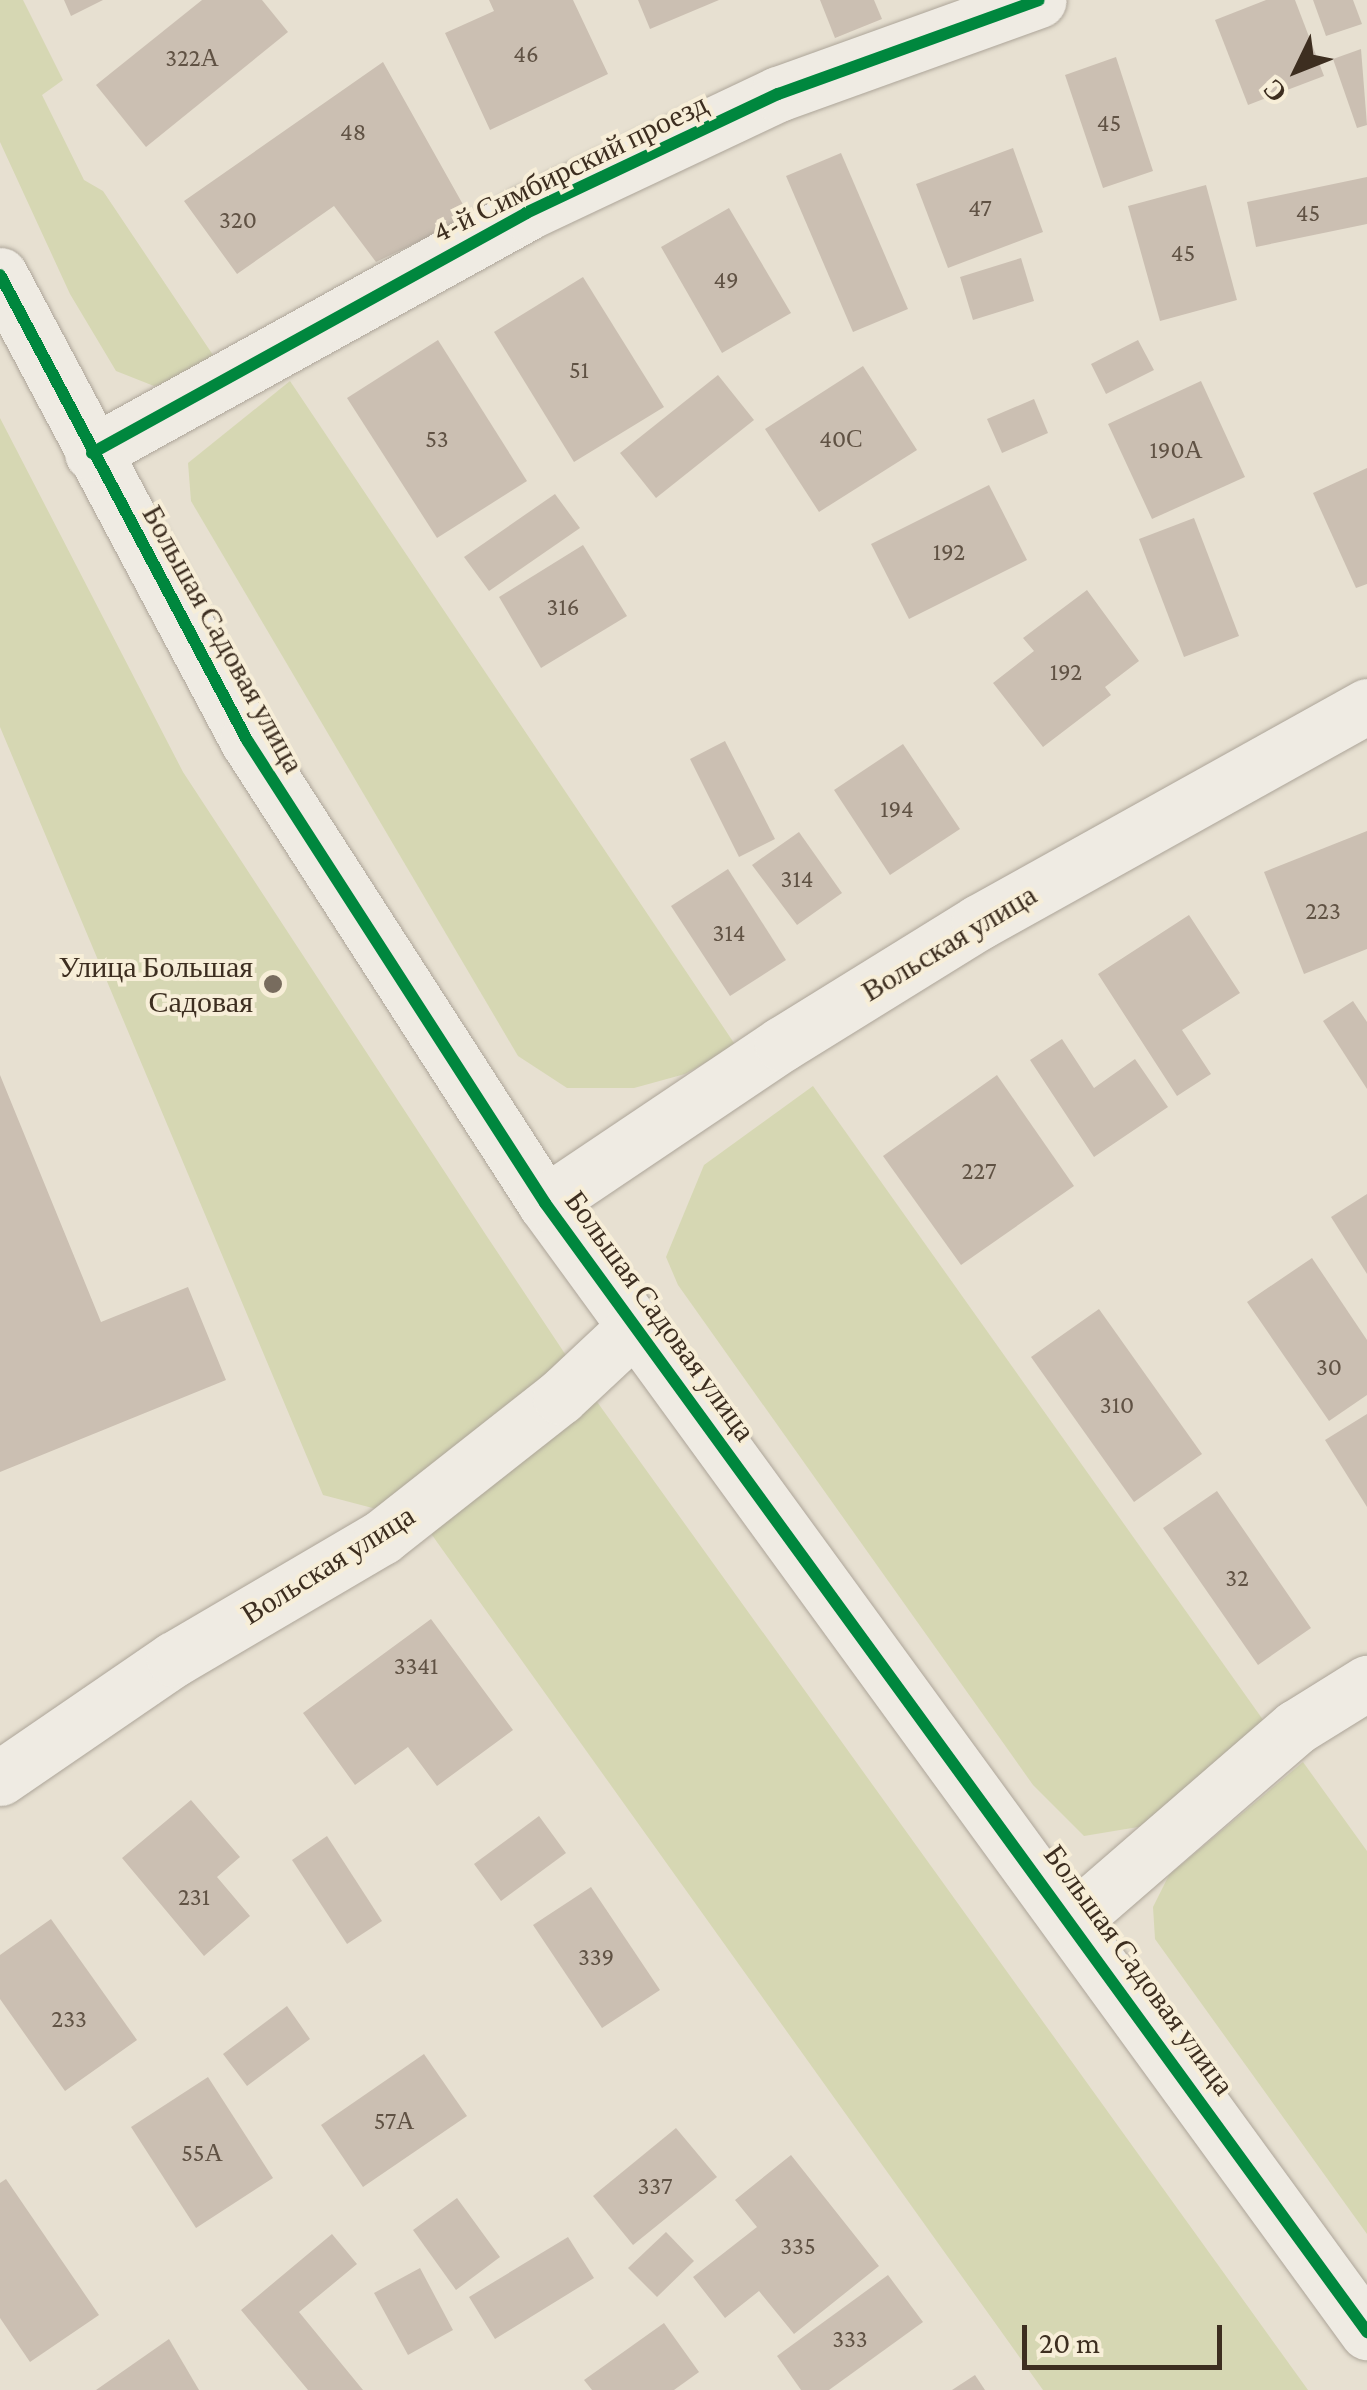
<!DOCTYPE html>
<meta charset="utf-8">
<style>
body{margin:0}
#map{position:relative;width:1367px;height:2390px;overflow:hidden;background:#e7e0d1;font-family:"Crimson Pro",serif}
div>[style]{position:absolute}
.green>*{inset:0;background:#d6d7b3}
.building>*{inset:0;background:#cbbfb2}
.roads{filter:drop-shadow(0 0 2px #ada599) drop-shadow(0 0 2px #ada599)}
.street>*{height:55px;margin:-27.5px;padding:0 27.5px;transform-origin:27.5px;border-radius:27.5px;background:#efebe3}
.cycleway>*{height:12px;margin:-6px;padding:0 6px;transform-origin:6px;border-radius:6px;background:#00873e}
.dots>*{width:28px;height:28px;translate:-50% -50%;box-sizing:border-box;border:5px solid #f7eed8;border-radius:50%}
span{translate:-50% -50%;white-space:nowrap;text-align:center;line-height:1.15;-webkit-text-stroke:8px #f7eed8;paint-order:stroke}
.number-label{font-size:25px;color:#605244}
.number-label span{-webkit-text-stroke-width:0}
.street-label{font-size:30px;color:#3d2e20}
.poi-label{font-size:30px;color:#3d2e20}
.right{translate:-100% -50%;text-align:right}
.north{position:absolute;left:1247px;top:20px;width:100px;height:100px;-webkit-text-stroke:8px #f7eed8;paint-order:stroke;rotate:227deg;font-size:28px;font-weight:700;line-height:40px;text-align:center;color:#3d2e20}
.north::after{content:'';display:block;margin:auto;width:35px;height:45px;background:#3d2e20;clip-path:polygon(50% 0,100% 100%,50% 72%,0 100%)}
.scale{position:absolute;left:1022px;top:2325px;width:200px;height:45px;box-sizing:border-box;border:5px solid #3d2e20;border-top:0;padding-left:12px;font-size:30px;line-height:35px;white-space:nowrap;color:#3d2e20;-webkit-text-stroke:8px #f7eed8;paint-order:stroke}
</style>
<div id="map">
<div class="green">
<div style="clip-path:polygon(0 0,23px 0,63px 80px,42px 95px,84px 180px,103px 191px,215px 358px,185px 380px,154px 386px,116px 371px,70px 294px,0 142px)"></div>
<div style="clip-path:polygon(290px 381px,736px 1046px,685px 1074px,634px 1088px,567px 1088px,518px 1056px,191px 501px,188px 463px)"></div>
<div style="clip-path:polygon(0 418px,183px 772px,486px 1235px,595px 1399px,1308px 2390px,1043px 2390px,422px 1521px,323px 1495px,0 727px)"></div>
<div style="clip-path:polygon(813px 1086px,1266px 1724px,1150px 1825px,1084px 1836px,1033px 1785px,678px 1285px,666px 1257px,704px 1165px)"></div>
<div style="clip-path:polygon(1303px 1762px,1367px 1851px,1367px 2234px,1155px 1939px,1153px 1907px,1169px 1875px)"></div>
</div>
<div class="building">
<div style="clip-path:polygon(64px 0,103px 0,71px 16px)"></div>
<div style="clip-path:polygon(202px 0,262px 0,288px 32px,146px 147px,96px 85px)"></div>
<div style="clip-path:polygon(489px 0,573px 0,608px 74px,490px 130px,445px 33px,494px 11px)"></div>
<div style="clip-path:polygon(638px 0,719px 0,650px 29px)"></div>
<div style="clip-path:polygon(820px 0,874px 0,882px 19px,835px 38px)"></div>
<div style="clip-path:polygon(1266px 0,1295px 0,1324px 76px,1248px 105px,1215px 20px)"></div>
<div style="clip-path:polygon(1313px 0,1353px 0,1362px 24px,1326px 36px)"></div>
<div style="clip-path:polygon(1361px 49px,1367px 125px,1357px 128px,1333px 59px)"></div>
<div style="clip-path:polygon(1116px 57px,1153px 171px,1103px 188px,1065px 75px)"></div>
<div style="clip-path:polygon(383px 62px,470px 217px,376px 262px,334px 206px,237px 274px,184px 201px)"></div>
<div style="clip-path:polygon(1013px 148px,1043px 232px,948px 268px,916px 184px)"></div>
<div style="clip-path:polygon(841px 153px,908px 309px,853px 332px,786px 176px)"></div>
<div style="clip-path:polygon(1367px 177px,1367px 224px,1256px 247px,1247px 202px)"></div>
<div style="clip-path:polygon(1206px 185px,1237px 300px,1160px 321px,1128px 206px)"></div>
<div style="clip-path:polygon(729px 208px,791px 313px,722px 353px,661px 247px)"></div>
<div style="clip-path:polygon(1021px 258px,1034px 301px,973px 320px,960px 277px)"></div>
<div style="clip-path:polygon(583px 277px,664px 407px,574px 462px,494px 332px)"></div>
<div style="clip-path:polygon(438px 340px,527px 481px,437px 538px,347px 398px)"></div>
<div style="clip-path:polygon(1138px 340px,1154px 370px,1106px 394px,1091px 364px)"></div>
<div style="clip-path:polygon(863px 366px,917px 450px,819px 512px,765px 429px)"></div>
<div style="clip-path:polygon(718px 375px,754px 420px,656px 498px,620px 453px)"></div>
<div style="clip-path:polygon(1201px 381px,1245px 477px,1152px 519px,1108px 424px)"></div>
<div style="clip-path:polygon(1034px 399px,1048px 433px,1002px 453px,987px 419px)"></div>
<div style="clip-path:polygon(1367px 468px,1367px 584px,1356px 588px,1313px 493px)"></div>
<div style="clip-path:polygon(989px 485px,1027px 560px,909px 619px,871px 544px)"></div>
<div style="clip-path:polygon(555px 494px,580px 528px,489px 591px,464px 557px)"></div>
<div style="clip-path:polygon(1194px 518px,1239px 636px,1184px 657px,1139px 539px)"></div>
<div style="clip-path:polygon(583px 545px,627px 616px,541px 668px,499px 597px)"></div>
<div style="clip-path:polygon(1087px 590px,1139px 661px,1105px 687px,1111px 695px,1043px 747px,993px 683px,1034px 651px,1023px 638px)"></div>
<div style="clip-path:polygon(725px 741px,775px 839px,739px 857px,690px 759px)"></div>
<div style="clip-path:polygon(903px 744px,960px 829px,890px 875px,834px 790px)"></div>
<div style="clip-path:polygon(1367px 831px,1367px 949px,1304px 974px,1264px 872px)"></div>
<div style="clip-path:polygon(799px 832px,842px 893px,797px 925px,752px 865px)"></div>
<div style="clip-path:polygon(728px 869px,786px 960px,730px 996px,671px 906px)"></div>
<div style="clip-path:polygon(1189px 915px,1240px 993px,1182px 1030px,1211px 1074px,1177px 1096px,1098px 974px)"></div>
<div style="clip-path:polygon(1353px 1001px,1367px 1022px,1367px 1089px,1323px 1021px)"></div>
<div style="clip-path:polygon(1062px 1039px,1094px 1088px,1135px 1059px,1168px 1107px,1094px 1157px,1030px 1060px)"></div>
<div style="clip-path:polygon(0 1075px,101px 1322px,188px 1287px,226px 1380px,0 1472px)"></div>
<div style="clip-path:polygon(997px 1075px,1074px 1186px,961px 1265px,883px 1156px)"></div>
<div style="clip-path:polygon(1367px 1194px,1367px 1274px,1331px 1217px)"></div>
<div style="clip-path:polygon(1312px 1258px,1367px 1340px,1367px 1395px,1329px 1421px,1247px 1302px)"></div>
<div style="clip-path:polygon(1099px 1309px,1202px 1454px,1134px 1502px,1031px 1357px)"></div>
<div style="clip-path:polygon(1367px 1414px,1367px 1507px,1325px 1440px)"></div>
<div style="clip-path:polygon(1217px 1491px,1311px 1628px,1258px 1665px,1163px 1528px)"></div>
<div style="clip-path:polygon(431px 1619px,513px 1730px,437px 1786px,408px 1747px,355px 1785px,303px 1713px)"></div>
<div style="clip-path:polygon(191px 1800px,240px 1857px,217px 1877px,250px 1916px,204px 1956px,122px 1858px)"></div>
<div style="clip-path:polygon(539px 1816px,566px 1853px,501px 1901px,474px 1864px)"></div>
<div style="clip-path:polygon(327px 1836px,382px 1921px,347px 1944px,292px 1860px)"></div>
<div style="clip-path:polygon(591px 1887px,660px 1990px,602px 2028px,533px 1925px)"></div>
<div style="clip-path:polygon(51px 1919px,137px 2040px,65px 2091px,0 1999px,0 1955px)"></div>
<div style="clip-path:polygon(287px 2006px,310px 2039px,247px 2086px,223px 2054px)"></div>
<div style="clip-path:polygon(424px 2054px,467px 2116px,363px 2187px,321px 2125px)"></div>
<div style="clip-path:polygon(208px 2077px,273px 2178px,196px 2228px,131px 2127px)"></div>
<div style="clip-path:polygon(676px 2128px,717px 2177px,633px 2245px,593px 2196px)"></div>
<div style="clip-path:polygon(791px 2155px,879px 2266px,794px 2334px,759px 2291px,725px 2318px,693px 2277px,757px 2227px,735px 2200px)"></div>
<div style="clip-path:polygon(6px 2179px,99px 2315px,30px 2362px,0 2318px,0 2183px)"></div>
<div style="clip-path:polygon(457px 2198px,500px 2257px,456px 2290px,413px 2230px)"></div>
<div style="clip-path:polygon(666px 2232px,694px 2261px,657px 2297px,628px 2268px)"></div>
<div style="clip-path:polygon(332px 2234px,357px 2264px,299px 2312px,363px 2390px,308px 2390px,241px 2310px)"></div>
<div style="clip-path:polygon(568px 2237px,594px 2278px,495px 2339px,469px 2297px)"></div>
<div style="clip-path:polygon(420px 2268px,453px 2330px,408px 2355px,374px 2293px)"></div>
<div style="clip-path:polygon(888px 2275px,923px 2322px,829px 2390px,801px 2390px,777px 2356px)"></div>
<div style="clip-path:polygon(664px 2323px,699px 2372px,674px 2390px,592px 2390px,584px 2380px)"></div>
<div style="clip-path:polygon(169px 2339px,199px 2390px,96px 2390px)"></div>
<div style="clip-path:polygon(975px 2375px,985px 2390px,952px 2390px)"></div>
</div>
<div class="roads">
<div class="street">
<div style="left:0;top:275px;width:527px;rotate:62.02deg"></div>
<div style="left:247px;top:740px;width:551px;rotate:57.23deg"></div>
<div style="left:545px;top:1203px;width:1397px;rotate:53.94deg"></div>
<div style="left:92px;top:453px;width:496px;rotate:-28.9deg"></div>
<div style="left:526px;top:213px;width:279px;rotate:-25.3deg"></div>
<div style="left:778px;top:94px;width:277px;rotate:-19.8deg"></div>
<div style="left:545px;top:1203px;width:285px;rotate:-33.9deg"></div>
<div style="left:782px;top:1044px;width:232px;rotate:-31.8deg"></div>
<div style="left:979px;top:922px;width:444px;rotate:-29.1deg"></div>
<div style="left:0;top:1778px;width:211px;rotate:-34.4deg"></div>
<div style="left:174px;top:1659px;width:241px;rotate:-30.4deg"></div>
<div style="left:382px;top:1537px;width:226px;rotate:-38.2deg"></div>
<div style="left:560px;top:1397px;width:104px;rotate:-43.1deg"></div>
<div style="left:1073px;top:1920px;width:295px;rotate:-40.9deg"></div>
<div style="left:1296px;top:1727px;width:84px;rotate:-31.8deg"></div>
</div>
</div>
<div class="cycleway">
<div style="left:0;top:275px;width:527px;rotate:62.02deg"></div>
<div style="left:247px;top:740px;width:551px;rotate:57.23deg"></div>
<div style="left:545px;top:1203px;width:1397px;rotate:53.94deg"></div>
<div style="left:92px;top:453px;width:496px;rotate:-28.9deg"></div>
<div style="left:526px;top:213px;width:279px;rotate:-25.3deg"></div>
<div style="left:778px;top:94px;width:277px;rotate:-19.8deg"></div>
</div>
<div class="dots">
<div style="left:273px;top:984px;background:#786c5e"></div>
</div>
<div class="number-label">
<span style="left:526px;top:54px">46</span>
<span style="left:192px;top:58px">322А</span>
<span style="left:1109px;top:123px">45</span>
<span style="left:353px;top:132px">48</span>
<span style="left:980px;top:208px">47</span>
<span style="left:1308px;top:213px">45</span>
<span style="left:238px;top:220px">320</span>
<span style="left:1183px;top:253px">45</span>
<span style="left:726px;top:280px">49</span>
<span style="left:579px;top:370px">51</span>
<span style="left:437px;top:439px">53</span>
<span style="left:841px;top:439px">40С</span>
<span style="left:1176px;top:450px">190А</span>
<span style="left:949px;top:552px">192</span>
<span style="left:563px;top:607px">316</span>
<span style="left:1066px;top:672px">192</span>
<span style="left:897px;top:809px">194</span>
<span style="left:797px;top:879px">314</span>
<span style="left:1323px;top:911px">223</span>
<span style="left:729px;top:933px">314</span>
<span style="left:979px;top:1171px">227</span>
<span style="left:1329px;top:1367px">30</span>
<span style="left:1117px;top:1405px">310</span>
<span style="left:1237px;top:1578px">32</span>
<span style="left:416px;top:1666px">3341</span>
<span style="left:194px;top:1897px">231</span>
<span style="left:596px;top:1957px">339</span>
<span style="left:69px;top:2019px">233</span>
<span style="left:394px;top:2121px">57А</span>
<span style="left:202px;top:2153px">55А</span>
<span style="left:655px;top:2186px">337</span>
<span style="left:798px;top:2246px">335</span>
<span style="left:850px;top:2339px">333</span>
</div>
<div class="street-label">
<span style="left:570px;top:168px;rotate:-26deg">4-й Симбирский проезд</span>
<span style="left:223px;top:639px;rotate:61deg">Большая Садовая улица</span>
<span style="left:949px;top:943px;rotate:-31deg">Вольская улица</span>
<span style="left:660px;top:1316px;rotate:54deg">Большая Садовая улица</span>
<span style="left:328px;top:1565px;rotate:-32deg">Вольская улица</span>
<span style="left:1139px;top:1970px;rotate:54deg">Большая Садовая улица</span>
</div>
<div class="poi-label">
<span class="right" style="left:253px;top:984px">Улица Большая<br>Садовая</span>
</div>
<div class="north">С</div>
<div class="scale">20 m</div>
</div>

:::::

PROBLEM STATEMENT. Quote only what lies between the first line of the records and the line containing "2px #ada599) drop-shadow(0", please, including both lines and excluding images.

RESULT OF THIS TASK.
<!DOCTYPE html>
<meta charset="utf-8">
<style>
body{margin:0}
#map{position:relative;width:1367px;height:2390px;overflow:hidden;background:#e7e0d1;font-family:"Crimson Pro",serif}
div>[style]{position:absolute}
.green>*{inset:0;background:#d6d7b3}
.building>*{inset:0;background:#cbbfb2}
.roads{filter:drop-shadow(0 0 2px #ada599) drop-shadow(0 0 2px #ada599)}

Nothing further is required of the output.